Frontier Software

Transitive Closures

By Robert Laing

A transitive closure is written R+ using a notation developed by regular expressions and finite automata pioneer Stephen Cole Kleene.

R is a binary relation uRv where u and v are nodes in a set S joined by edges. More modern notation would be to write these as u → v, nearly identical to dot’s u -> v notation and easily translates to Prolog rules arc(u, v).

R+ is the set of all these pairs, with the proviso u ≠ v.
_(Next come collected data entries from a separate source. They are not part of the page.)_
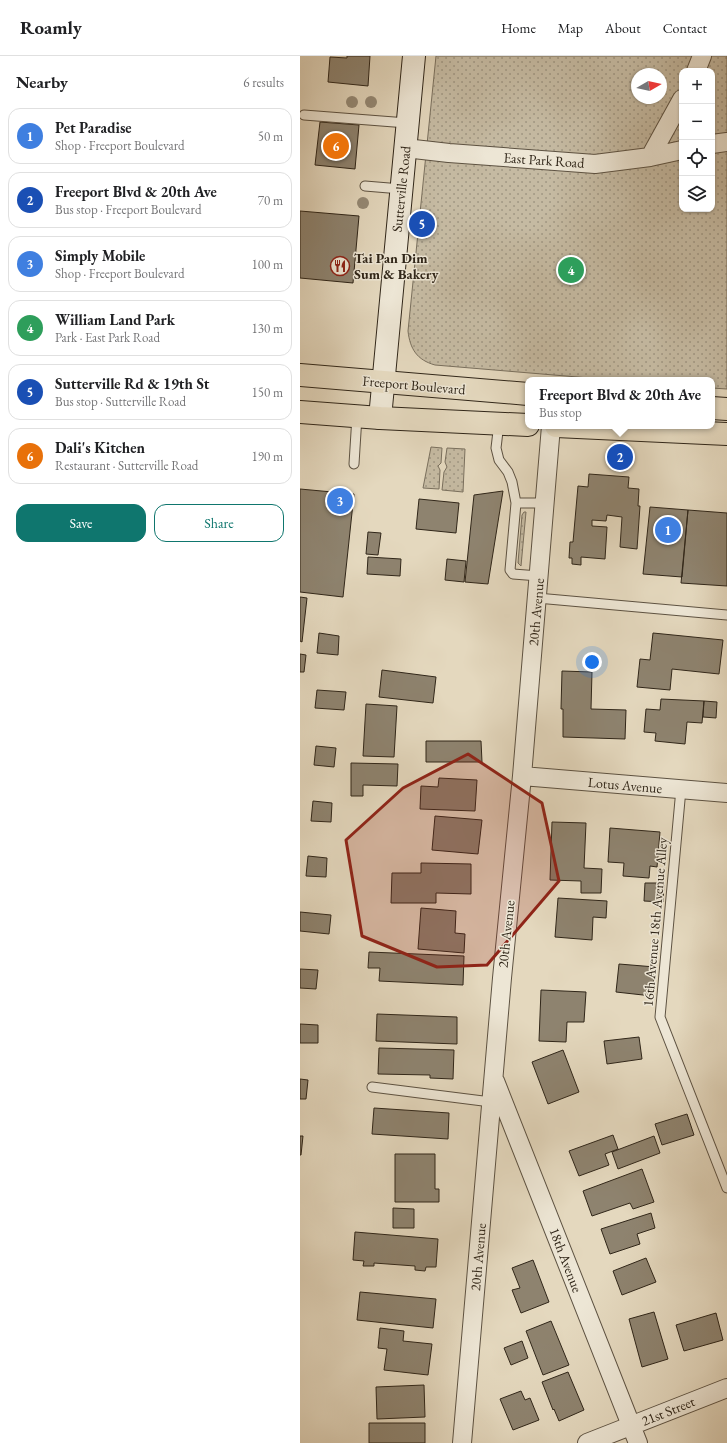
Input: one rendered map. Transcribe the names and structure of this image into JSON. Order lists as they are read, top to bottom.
{
  "streets": {
    "main road": ["Sutterville Road", "Freeport Boulevard"],
    "street": [
      "East Park Road",
      "20th Avenue",
      "Lotus Avenue",
      "18th Avenue",
      "21st Street"
    ],
    "lane": ["16th Avenue 18th Avenue Alley"]
  },
  "crossings": [
    ["East Park Road", "Sutterville Road"],
    ["Sutterville Road", "Freeport Boulevard"],
    ["20th Avenue", "Lotus Avenue"],
    ["20th Avenue", "18th Avenue"],
    ["Lotus Avenue", "16th Avenue 18th Avenue Alley"],
    ["18th Avenue", "21st Street"]
  ],
  "places": {
    "restaurant": ["Tai Pan Dim Sum & Bakery"]
  },
  "north": "right",
  "page": {
    "header": "Roamly",
    "nav": [
      "Home",
      "Map",
      "About",
      "Contact"
    ],
    "heading": ["Nearby", "6 results"],
    "map_buttons": ["+", "−"],
    "list": [
      {
        "mark": "1",
        "name": "Pet Paradise",
        "note": "Shop · Freeport Boulevard",
        "value": "50 m"
      },
      {
        "mark": "2",
        "name": "Freeport Blvd & 20th Ave",
        "note": "Bus stop · Freeport Boulevard",
        "value": "70 m"
      },
      {
        "mark": "3",
        "name": "Simply Mobile",
        "note": "Shop · Freeport Boulevard",
        "value": "100 m"
      },
      {
        "mark": "4",
        "name": "William Land Park",
        "note": "Park · East Park Road",
        "value": "130 m"
      },
      {
        "mark": "5",
        "name": "Sutterville Rd & 19th St",
        "note": "Bus stop · Sutterville Road",
        "value": "150 m"
      },
      {
        "mark": "6",
        "name": "Dali's Kitchen",
        "note": "Restaurant · Sutterville Road",
        "value": "190 m"
      }
    ],
    "pins": [
      "6",
      "5",
      "4",
      "2",
      "3",
      "1"
    ],
    "popup": ["Freeport Blvd & 20th Ave", "Bus stop"],
    "buttons": ["Save", "Share"]
  }
}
The set which includes u = v is called a reflexive-transitive closure and written R*, making it possibly larger than R+ because it includes any uRu relations, ie edges which loop-back to a given node.
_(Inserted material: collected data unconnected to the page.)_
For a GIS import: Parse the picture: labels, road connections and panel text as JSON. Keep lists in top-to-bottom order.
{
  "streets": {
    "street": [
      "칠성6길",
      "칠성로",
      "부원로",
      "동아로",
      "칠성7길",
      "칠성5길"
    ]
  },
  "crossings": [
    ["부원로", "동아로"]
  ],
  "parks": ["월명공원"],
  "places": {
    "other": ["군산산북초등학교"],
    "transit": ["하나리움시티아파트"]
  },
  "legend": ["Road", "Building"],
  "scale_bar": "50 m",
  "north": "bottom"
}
In the first example tree in graph traversal, there are no loop-back edges, so R+ and R* are the same.

tree.svg

To illustrate the difference, lets add a loop-back edge to node b.

tree.svg

The addition of the new arc

arc(b, b).

causes the query tc(a, X). to endlessly repeat bef, failing to explore the rest of the graph.
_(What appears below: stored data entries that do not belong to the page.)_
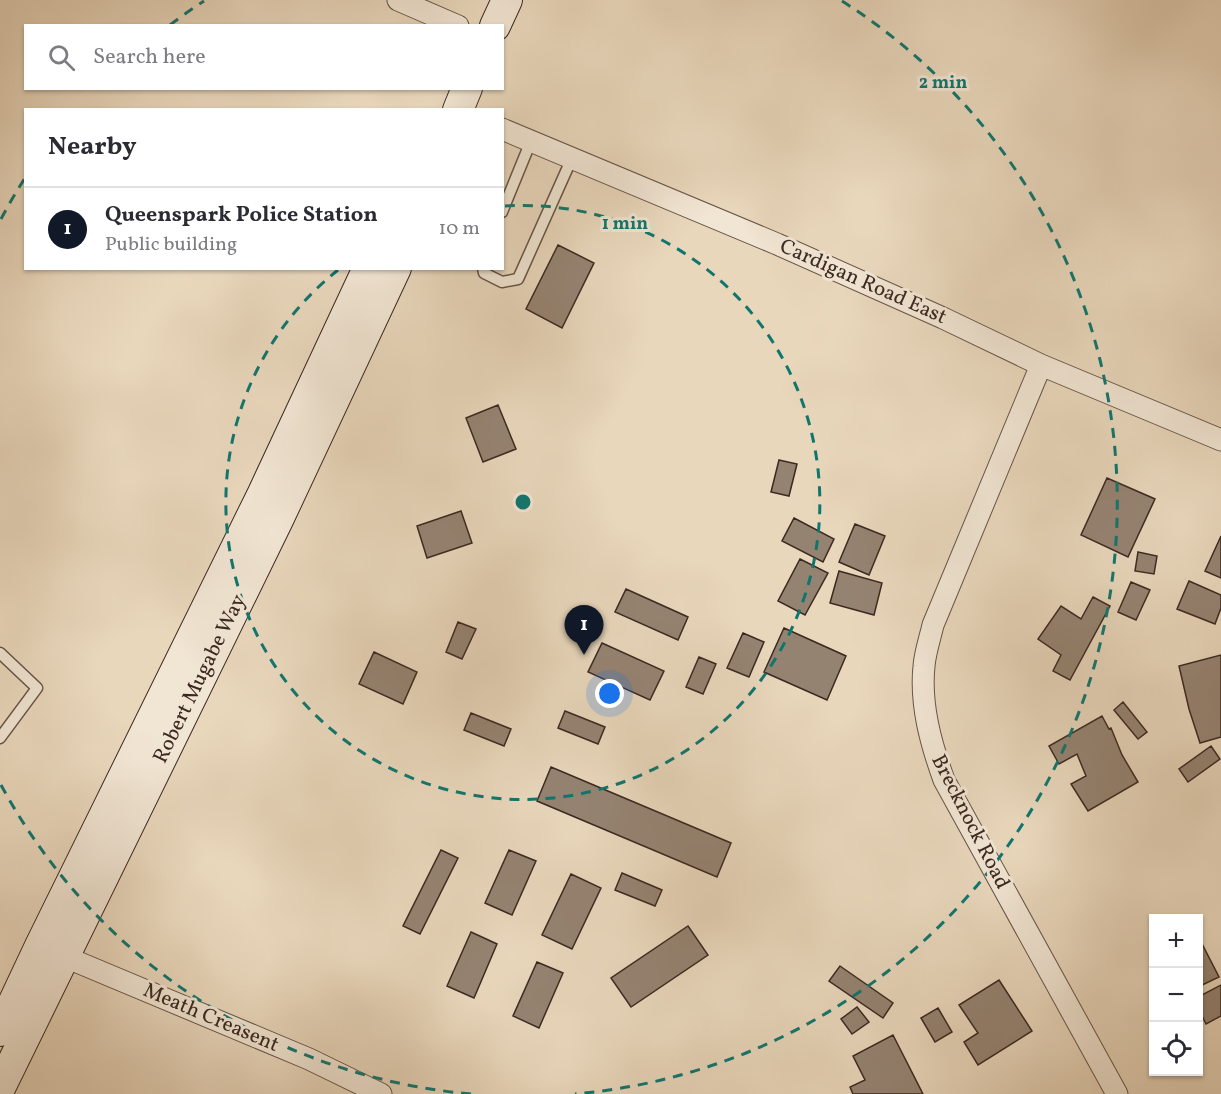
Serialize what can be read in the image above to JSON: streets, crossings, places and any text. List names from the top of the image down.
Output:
{
  "streets": {
    "main road": ["Robert Mugabe Way"],
    "street": ["Cardigan Road East", "Brecknock Road", "Meath Creasent"]
  },
  "crossings": [
    ["Cardigan Road East", "Brecknock Road"],
    ["Robert Mugabe Way", "Meath Creasent"]
  ],
  "page": {
    "search": "Search here",
    "heading": "Nearby",
    "list": [
      {
        "mark": "1",
        "name": "Queenspark Police Station",
        "note": "Public building",
        "value": "10 m"
      }
    ],
    "pins": "1",
    "map_buttons": ["+", "−"]
  },
  "rings": ["2 min", "1 min"]
}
b, c, d, b, e, f, b, e, f, ...

Thanks to a relatively new addition to SWI Prolog, this endless cycle trap is easily fixed by adding :- table tc/2. to the top of tree.pl so that it looks like this:

:- table tc/2.

arc(a, b).
arc(a, c).
arc(a, d).
arc(b, b).
arc(b, e).
arc(b, f).
arc(c, g).
arc(c, h).
arc(c, i).
arc(d, j).
arc(e, k).
arc(f, l).
arc(f, m).
arc(h, n).
arc(i, o).
arc(i, p).
arc(j, q).
arc(j, r).
arc(j, s).
arc(m, t).

tc(X, Y) :-
  arc(X, Y).

tc(X, Z) :-
  arc(X, Y),
  tc(Y, Z).

Now running the query tc(a, X). I got Xs in this order, which is different to what I got a while back:

p, e, t, i, m, n, l, g, h, k, s, j, f, d, c, r, o, b, q

Tabling allows us to make our Prolog code even more succinct, and write our recursive rule in a more pure maths way.

:- table arc/2.

arc(a, b).
arc(a, c).
arc(a, d).
arc(b, b).
arc(b, e).
arc(b, f).
arc(c, g).
arc(c, h).
arc(c, i).
arc(d, j).
arc(e, k).
arc(f, l).
arc(f, m).
arc(h, n).
arc(i, o).
arc(i, p).
arc(j, q).
arc(j, r).
arc(j, s).
arc(m, t).

arc(X, Z) :- arc(X, Y), arc(Y, Z).

Prolog recursion style-tip

Something most of us Prolog novices learn the hard way is it’s very easy to hang your computer or get stack overflow errors if you’re not cautious about how you write recursive statements.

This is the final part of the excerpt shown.